Poland's real estate prices still have not recovered from the hammering they received in the 2009 downturn, and developers are also finding it increasingly difficult to get financing. Now all new projects need a very high level of pre-sales or pre-leases to even get a bank to take a second look. "I'm not a big fan of cement in the economy," says Morawiecki. "I'm very careful not to repeat the mistakes that happened in Ireland and Spain."

Lessons learned

Polish borrowers and lenders are still smarting from the lesson administered by the country's affair with foreign currency loans - largely those denominated in Swiss francs. Such loans were very popular because Swiss interest rates are much lower than those set by Poland's National Bank, but the crisis caused a reversal of the zloty's long-term appreciation trend against the franc and the euro - leaving several hundred thousand mortgage holders owing more than the value of their loans.

Although new forex loans are now rare - Pietraszkiewicz says out of 13,000 mortgages issued in February, only 1,200 were not in zlotys - they still make up almost 60% of outstanding mortgages and the worry is that if Poland's economy slows or unemployment rises, more borrowers will get into trouble. "Both banks and borrowers are much more aware of the risk," says Andrzej Jakubiak, head of the Polish Financial Service Authority, the banking regulator, which has clamped down on forex lending by increasing standards to such a level that very few banks offer anything but zloty mortgages.

Despite the problems with forex mortgages, very few are delinquent; only 2.5% of mortgages are endangered.

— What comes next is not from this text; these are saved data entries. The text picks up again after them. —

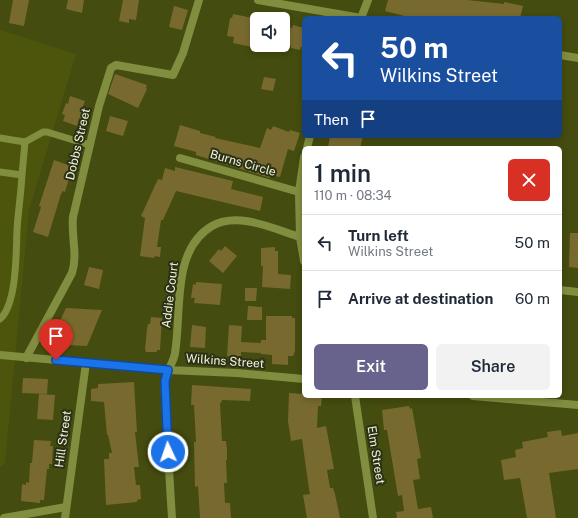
<!DOCTYPE html>
<html lang="en">
<head>
<meta charset="utf-8">
<style>
	body { margin:0; font-family:"Public Sans",sans-serif; background:#f2f2f3; color:#1f2937; height:100vh; display:flex; flex-direction:column; font-size:15px; white-space:nowrap }
	* { box-sizing:border-box; margin:0 }
	p { font-size:13px; color:#747a83 }
	.icon { flex:none; width:22px; height:22px; fill:none; stroke:currentColor; stroke-width:2; stroke-linecap:round; stroke-linejoin:round }
	.map { position:relative; flex:1; overflow:hidden }
	.details { position:absolute; left:302px; top:146px; width:260px; height:252px; display:flex; flex-direction:column; background:#fff; border-radius:6px; box-shadow:0 2px 6px #0003 }
	.details>* { flex:none }
	.top-card { position:absolute; left:302px; top:16px; width:260px; height:122px; border-radius:6px; box-shadow:0 2px 6px #0003; background:#1a4fa0; color:#fff; overflow:hidden }
	.fabs { position:absolute; left:250px; top:12px; display:grid; gap:8px }
	.fabs a { display:grid; place-items:center; width:40px; height:40px; border-radius:6px; background:#fff; box-shadow:0 2px 6px #0003; font-size:20px }
	.pin { position:absolute; display:grid; place-items:center; width:34px; height:34px; color:#fff; margin:-41px -17px; border-radius:50% 50% 50% 0; rotate:-45deg; box-shadow:0 0 4px #0007 }
	.pin .icon { rotate:45deg }
	.me { position:absolute; width:44px; margin:-22px; rotate:357deg; stroke-linejoin:round; filter:drop-shadow(0 0 3px #0008) }
	.turn { display:flex; align-items:center; gap:14px; height:84px; padding:0 12px; font-size:18px }
	.turn .icon { width:52px; height:52px; stroke-width:2.5 }
	.turn b { display:block; font-size:28px; line-height:34px }
	.then { display:flex; align-items:center; height:38px; padding:0 12px; background:#0003; gap:8px; font-size:15px }
	.round { display:grid; place-items:center; flex:none; width:42px; height:42px; border-radius:6px; background:#f2f2f3 }
	.headline { display:flex; align-items:center; justify-content:space-between; height:68px; padding:0 12px }
	h1 { font-size:24px; font-weight:600; line-height:30px }
	.action { display:flex; gap:8px; margin-top:auto; padding:8px 12px }
	.action a { flex:1; height:46px; border-radius:6px; background:#67638c; color:#fff; font-size:16px; font-weight:600; line-height:46px; text-align:center }
	.action a+a { background:#f2f2f3; color:#1f2937 }
	ul { padding:0; list-style:none }
	li { display:flex; align-items:center; gap:12px; height:56px; padding:0 12px; border-top:1px solid #e0e1e3 }
	li div { flex:1 }
	li b { display:block; font-size:15px }
	li em { font-style:normal }
	.map>svg:first-child { display:block }
	.built { fill:#4d550c }
	.building { fill:#786a2e }
	.lines { fill:none; stroke-linecap:round; stroke-linejoin:round }
	.service { stroke:#818d3f; stroke-width:7 }
	.minor { stroke:#818d3f; stroke-width:8 }
	.route-casing { stroke:#114b97; stroke-width:10 }
	.route { stroke:#1a73e8; stroke-width:7 }
	.labels { text-anchor:middle; stroke-width:4; stroke-linejoin:round; paint-order:stroke }
	.street-label { font-size:12px; fill:#eff5d6; stroke:#2c3017 }
</style>
</head>
<body>
<div class="map">
<svg width="578" height="518" viewBox="0 0 578 518">
	<rect width="100%" height="100%" fill="#444c0f"/>
	<path class="built" d="M0 30 76 54 29 210 5 463 0 468Z"/>
	<path class="building" d="M13 0H29L24 26 9 23Z
		M68 0H84L82 13 66 9Z
		M123 0H139L136 20 129 19V23L119 21Z
		M388 0H467L504 4V2L523 6 520 18H412L385 11Z
		M174 6 188 10 182 30 169 27Z
		M233 14 257 19V48L233 43 234 37 227 36 230 18H232Z
		M293 25 304 28V47H301L300 50 291 48V45L283 43V26L292 28Z
		M115 74 147 85 146 88 147 89 138 108 108 94Z
		M264 77 276 79 273 91 261 89Z
		M70 96 85 101 82 109 85 110 82 119 79 118 77 126 63 121 65 115 62 114 66 103 68 104Z
		M110 116 128 121 123 136 106 131Z
		M180 125 200 131V133L216 137 215 138 260 148 267 128 271 130 273 126 289 132 290 130 300 133 294 151 288 149 280 177 270 175V178L196 155V152L174 146Z
		M330 136H363L360 148H328Z
		M54 160 71 166 70 168 72 169 65 192 63 191 61 194 48 237 33 232 41 207 39 206Z
		M175 167 233 181 231 189 263 197 260 211 176 191 163 220H161L157 247H161L160 257 155 256 154 258 140 256 145 218 141 216 158 179 162 180 165 168 175 171Z
		M570 233H578V268L569 267Z
		M225 246 237 256 223 273 209 261 219 249 221 251Z
		M275 247V251H278V274L291 275 290 289 262 287 263 266H261V248Z
		M89 267 103 270 99 289 84 285Z
		M196 282 222 284 220 305 194 303 195 298H191L193 284 196 285Z
		M245 288H257L256 301H245Z
		M248 306 262 307V320H247Z
		M66 308 102 310 87 346 49 344Z
		M266 316H292V318H295V351L293 356H288V365L272 364V355L261 354V353L241 352V357L227 356 229 325 242 326 241 342 261 343V340H266Z
		M151 317 162 318 160 350H157V352H146L145 349 147 329 148 324H150Z
		M192 325 206 327 205 348 190 347Z
		M23 378 48 379 47 394 22 393Z
		M134 382 137 432H135L139 467H134L136 485H140L141 499 137 500V502L106 505 104 459H109V453H112L108 435H107L104 402 91 401V389L98 388V384Z
		M192 385 251 389 250 401 222 400 221 403H220L222 441H226L227 450V460H226L227 483H224L225 503H230L231 518H200L198 486 195 487 194 442H196L194 405H191Z
		M289 393 304 394V396H322L321 406H318L317 428 326 426 334 469 327 470 330 488H333L335 494 340 518H307L303 495 310 494 309 489 302 439 291 441 288 421Z
		M39 394 55 395 53 420 37 419Z
		M409 406 410 409 412 408 421 458 417 459 420 479 413 480 418 509 431 507 433 518H397L396 512 404 511 402 495 398 496 387 430H384L382 410Z
		M561 430 562 436 578 433V469L549 473 556 518H527L520 478 504 480 501 460 516 457 515 450 523 448 522 442 548 437 547 432Z
		M34 440 51 441 50 446H53L52 464H49V469H47L44 500H40V503L21 501 22 484 26 485V482L29 483 30 463H32Z"/>
	<g class="lines">
		<path class="service" d="M0 138 25 142 43 132H47L90 145
			M0 172 22 175 25 142
			M0 319C17 304 16 253 17 230 18 212 21 194 22 175"/>
		<path class="minor" d="M258 0 361 18 368 0
			M560 55 578 58
			M307 148 310 136
			M304 157 299 192 300 237 304 261
			M180 158 299 192
			M560 290 578 292
			M0 355 168 370 237 373 304 379
			M26 358 72 273C78 255 71 236 73 217L99 106 111 68 116 65 173 75 183 53 199 0
			M355 396 373 518
			M473 396 578 405
			M4 518 66 507
			M65 518 86 363
			M172 518C170 487 168 455 167 424 166 410 164 395 165 381 166 371 174 362 175 353 182 312 171 250 212 226 238 211 274 229 300 237"/>
	</g>
	<g class="lines">
		<g class="route-casing">
			<path id="route" d="M56 360 168 370 165 381 168 452"/>
		</g>
		<use href="#route" class="route"/>
	</g>
	<g class="labels">
		<g class="street-label">
			<text transform="translate(78 144) rotate(-77)" y="4">Dobbs Street</text>
			<text transform="translate(243 163) rotate(16)" y="4">Burns Circle</text>
			<text transform="translate(170 295) rotate(-83)" y="4">Addie Court</text>
			<text transform="translate(225 361) rotate(4)" y="4">Wilkins Street</text>
			<text transform="translate(63 439) rotate(-82)" y="4">Hill Street</text>
			<text transform="translate(376 455) rotate(81)" y="4">Elm Street</text>
		</g>
	</g>
</svg>
<div class="fabs">
<a><svg class="icon" aria-label="sound" viewBox="0 0 24 24"><path d="M4 9h4l5-4v14l-5-4H4zM17 9q2 3 0 6"/></svg></a>
</div>
<div class="pin" style="left:56px;top:360px;background:#d93025"><svg class="icon" aria-label="arrive" viewBox="0 0 24 24"><path d="M6 21V4h12l-3 4 3 4H6"/></svg></div>
<svg class="me" style="left:168px;top:452px" viewBox="-20 -20 40 40"><circle r="17" fill="#1a73e8" stroke="#fff" stroke-width="3"/><path d="M0-11L8 9 0 5-8 9z" fill="#fff"/></svg>
<div class="top-card">
<div class="turn"><svg class="icon" aria-label="left" viewBox="0 0 24 24"><path d="M17 20v-9H6M10 6l-5 5 5 5"/></svg><div><b>50 m</b>Wilkins Street</div></div>
<div class="then">Then<svg class="icon" aria-label="arrive" viewBox="0 0 24 24"><path d="M6 21V4h12l-3 4 3 4H6"/></svg></div>
</div>
<section class="details">
<div class="headline"><div><h1>1 min</h1><p>110 m · 08:34</p></div><a class="round" style="background:#d93025;color:#fff"><svg class="icon" aria-label="close" viewBox="0 0 24 24"><path d="M6 6l12 12M18 6L6 18"/></svg></a></div>
<ul>
<li><svg class="icon" aria-label="left" viewBox="0 0 24 24"><path d="M17 20v-9H6M10 6l-5 5 5 5"/></svg><div><b>Turn left</b><p>Wilkins Street</p></div><em>50 m</em></li>
<li><svg class="icon" aria-label="arrive" viewBox="0 0 24 24"><path d="M6 21V4h12l-3 4 3 4H6"/></svg><div><b>Arrive at destination</b></div><em>60 m</em></li>
</ul>
<div class="action"><a>Exit</a><a>Share</a></div>
</section>
</div>
</body>
</html>
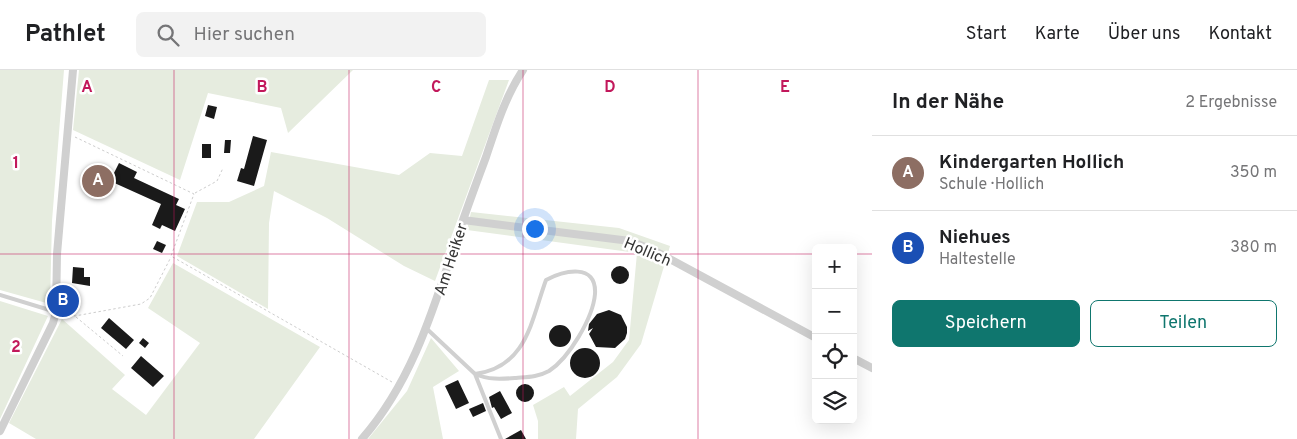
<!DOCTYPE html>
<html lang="de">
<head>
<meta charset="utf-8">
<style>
  :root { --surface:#fff; --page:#f2f2f2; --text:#202124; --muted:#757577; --line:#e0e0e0; --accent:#0f766e }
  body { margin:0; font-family:Overpass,sans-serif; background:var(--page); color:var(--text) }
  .controls { position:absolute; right:15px; bottom:15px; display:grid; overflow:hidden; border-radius:8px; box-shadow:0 5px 20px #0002 }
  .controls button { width:45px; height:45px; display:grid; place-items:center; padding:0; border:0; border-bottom:1px solid var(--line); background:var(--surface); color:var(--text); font:25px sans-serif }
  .you { position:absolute; left:534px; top:158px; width:18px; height:18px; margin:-12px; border:4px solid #fff; border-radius:50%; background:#1a73e8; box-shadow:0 0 0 8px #1a73e833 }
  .badge { display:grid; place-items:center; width:32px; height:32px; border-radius:50%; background:var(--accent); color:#fff; font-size:16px; font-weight:700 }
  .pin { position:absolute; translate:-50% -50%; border:2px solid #fff; box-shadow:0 1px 5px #0006 }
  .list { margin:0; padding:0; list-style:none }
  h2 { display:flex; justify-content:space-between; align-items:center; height:65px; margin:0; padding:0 20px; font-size:21px }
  h2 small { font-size:16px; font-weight:400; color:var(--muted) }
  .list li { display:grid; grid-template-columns:32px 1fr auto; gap:15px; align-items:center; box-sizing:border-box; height:75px; padding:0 20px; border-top:1px solid var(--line) }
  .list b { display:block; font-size:19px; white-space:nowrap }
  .list p { margin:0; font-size:16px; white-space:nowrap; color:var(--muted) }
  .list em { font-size:16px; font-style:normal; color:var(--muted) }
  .actions { display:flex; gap:10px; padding:15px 20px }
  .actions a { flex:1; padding:11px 0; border:1px solid var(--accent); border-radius:8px; text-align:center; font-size:18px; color:var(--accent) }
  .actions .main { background:var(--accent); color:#fff }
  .icon { flex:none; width:28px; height:28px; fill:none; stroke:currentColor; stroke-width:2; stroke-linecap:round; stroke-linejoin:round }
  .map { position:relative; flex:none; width:872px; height:369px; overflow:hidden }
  header { display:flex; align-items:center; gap:30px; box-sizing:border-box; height:70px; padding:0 25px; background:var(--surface); border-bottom:1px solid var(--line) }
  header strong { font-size:24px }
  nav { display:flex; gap:28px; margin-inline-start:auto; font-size:18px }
  .search { width:350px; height:45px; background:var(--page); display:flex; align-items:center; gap:12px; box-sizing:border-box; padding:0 18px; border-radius:8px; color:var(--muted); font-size:19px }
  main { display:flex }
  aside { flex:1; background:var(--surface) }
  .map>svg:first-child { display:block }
</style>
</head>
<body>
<header>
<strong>Pathlet</strong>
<div class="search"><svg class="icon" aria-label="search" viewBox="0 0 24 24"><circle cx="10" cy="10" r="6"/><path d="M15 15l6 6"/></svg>Hier suchen</div>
<nav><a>Start</a><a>Karte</a><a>Über uns</a><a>Kontakt</a></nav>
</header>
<main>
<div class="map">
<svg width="872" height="369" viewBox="0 0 872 369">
  <rect width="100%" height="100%" fill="#fff"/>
  <path fill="#e6ecdf" d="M0,0h64l-12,151 -2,83 -50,-14z
    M79,0h274l-65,63 -7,-25 -73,-15 -28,87 -107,-50z
    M489,10h20l-74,201 -31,-15 -77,-48 -53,-27 -5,32 -1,86 -91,-53 20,-54h32l35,-16 7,-34 128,23 31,-22 32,3z
    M471,142l148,16 51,18 -29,98 -24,33 -39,32 -2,30h-38v-18l-5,-16 31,-18 6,9 43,-34 16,-22 8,-87 -170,-23z
    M173,193l147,84 -66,92h-218l-27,-16 53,-104 63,56 -13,14 34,26 54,-72 -52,-35z
    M0,231l48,15 -48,103z
    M431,268l28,33 -26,16 10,52h-75l39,-48z"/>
  <path fill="#1a1a1a" d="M208,35l9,2 -3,12 -9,-3z
    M253,66l14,4 -13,46 -17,-5 4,-13 3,1z
    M225,70h6l-1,13h-6z
    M202,74h9v14h-9z
    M119,93l18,9 -3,6 45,21 -3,6 9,4 -10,22 -13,-6 -2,4 -8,-4 9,-21 -51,-23z
    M157,171l9,4 -4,8 -9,-4z
    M611 205a9 9 0 1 1 18 0a9 9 0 1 1-18 0Z
    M73,197l11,1v9h6v9l-18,-3z
    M609,240l12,5 6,12v6l-2,6 -10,9 -19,-1 -7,-13 4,-6 -5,3 1,-7 8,-10z
    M109,248l25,22 -8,9 -25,-21z
    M549 266a11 11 0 1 1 22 0a11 11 0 1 1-22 0Z
    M143,268l6,5 -4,5 -6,-5z
    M570 293a15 15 0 1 1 30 0a15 15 0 1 1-30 0Z
    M141,286l23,20 -11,11 -22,-19z
    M458,310l11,23 -13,6 -11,-23z
    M516 323a9 9 0 1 1 18 0a9 9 0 1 1-18 0Z
    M500,321l12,22 -11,6 -7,-12 -2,1 -3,-11z
    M483,333l3,8 -13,6 -4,-8z
    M521,360l5,9h-21z"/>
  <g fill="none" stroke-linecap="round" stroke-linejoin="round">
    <path stroke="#cdcdcd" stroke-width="1" stroke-dasharray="2.5 2.5" stroke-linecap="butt" d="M75,67l119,57 -23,62 221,126
      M195,123l22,-12 6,-13
      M64,244l11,2 66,-12 9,-6 21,-41
      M76,247l47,39"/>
    <path stroke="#d0d0d0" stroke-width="4" d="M0,225l56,17
      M427,259l48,45c52,-7 56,-53 71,-94 17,-9 51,-18 49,14 -2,24 -26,64 -46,77 -11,6 -22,6 -33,7 -15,1 -27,2 -41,-4
      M475,304l26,65"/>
    <path stroke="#d0d0d0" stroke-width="8" d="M463,150l167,21 25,10 161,87
      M853,288l19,10
      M0,361l53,-108 3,-11 1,-58 16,-184
      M362,369c47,-54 68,-119 90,-186 10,-32 22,-64 34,-96 10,-30 19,-60 37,-87"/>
  </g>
  <path fill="none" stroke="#c2185b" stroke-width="1" stroke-opacity="0.55" d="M174,0v369M349,0v369M523,0v369M698,0v369M0,184h816M853,184h19"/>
  <g text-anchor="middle" stroke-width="5" stroke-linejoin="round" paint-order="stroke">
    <g font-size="16" fill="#333" stroke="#fff">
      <text transform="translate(648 181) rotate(23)" y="6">Hollich</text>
      <text transform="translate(450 189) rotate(-72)" y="6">Am Heiker</text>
    </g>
  </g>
  <g font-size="16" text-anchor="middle" font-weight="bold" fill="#c2185b" stroke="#fff" stroke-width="5" stroke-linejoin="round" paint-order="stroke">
    <text x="87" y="22">A</text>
    <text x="262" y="22">B</text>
    <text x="436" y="22">C</text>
    <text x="610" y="22">D</text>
    <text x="785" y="22">E</text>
    <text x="16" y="98">1</text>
    <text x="16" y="282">2</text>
  </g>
</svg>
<div class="controls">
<button>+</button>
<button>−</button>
<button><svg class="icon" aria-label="locate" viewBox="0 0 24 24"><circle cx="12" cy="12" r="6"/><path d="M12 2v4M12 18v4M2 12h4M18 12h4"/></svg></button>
<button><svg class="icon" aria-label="layers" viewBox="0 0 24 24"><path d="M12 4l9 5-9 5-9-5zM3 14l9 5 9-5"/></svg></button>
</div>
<div class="you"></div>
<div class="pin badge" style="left:98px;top:111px;background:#8d6e63">A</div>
<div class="pin badge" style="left:63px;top:231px;background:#1a4fb4">B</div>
</div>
<aside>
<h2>In der Nähe<small>2 Ergebnisse</small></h2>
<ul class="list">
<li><span class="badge" style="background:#8d6e63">A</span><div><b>Kindergarten Hollich</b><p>Schule · Hollich</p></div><em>350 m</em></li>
<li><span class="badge" style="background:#1a4fb4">B</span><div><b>Niehues</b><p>Haltestelle</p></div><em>380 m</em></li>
</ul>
<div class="actions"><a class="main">Speichern</a><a>Teilen</a></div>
</aside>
</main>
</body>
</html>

That is in large part because such loans were mostly made to upper middle-class clients in large cities, people who are still doing well despite the crisis in other parts of the EU. For the sector as a whole, non-performing loans are about 7%, a number that shows signs of having stabilised.

Safe haves

Polish banks have a Tier 1 capital ratio of 12%, the core measure of a bank's financial strength, higher than in many west European countries. "We are very conservative when it comes to quality of capital," says Jakubiak, whose agency has pressured many foreign-owned banks not to pay out dividends this year in order to beef up capital.

About two-thirds of Polish banks are owned by foreign parents - mostly Western European banks - and there had been worries that the Eurozone crisis could rebound on Poland if those banks decided to deleverage their Polish operations and siphon capital back to their home banks. "If there is a problem with those banks, it could be a problem for Poland," worries Marek Belka, the central bank governor. "If bad things happen, people tend to run to so-called safe havens."

However, that has not happened yet in Poland. One reason is that Polish laws make management liable for any actions that harm a Polish business. "If any banker sends capital to head office in a way that harms the Polish subsidiary, he'll be getting a swift visit from the prosecutor's office," says one banker.

Another is Jakubiak's office, which closely monitors interbank flows to be sure that nothing untoward is happening. Finally, Polish banks are very profitable, often the only bright spot on the landscape of otherwise troubled European institutions. That was the reason that when Germany's Commerzbank said it was limiting lending throughout the region, it specifically excluded Poland. "The return on equity is much higher here than in western Europe," says Morawiecki, who adds that he see no sign of a "credit crunch" on the Polish market.

It was that sort of environment that brought Santander to Poland - buying Bank Zachodni WBK in 2010 for €3.1bn from the troubled Allied Irish Banks and then buying the smaller Kredyt Bank from Belgium's KBC earlier this year.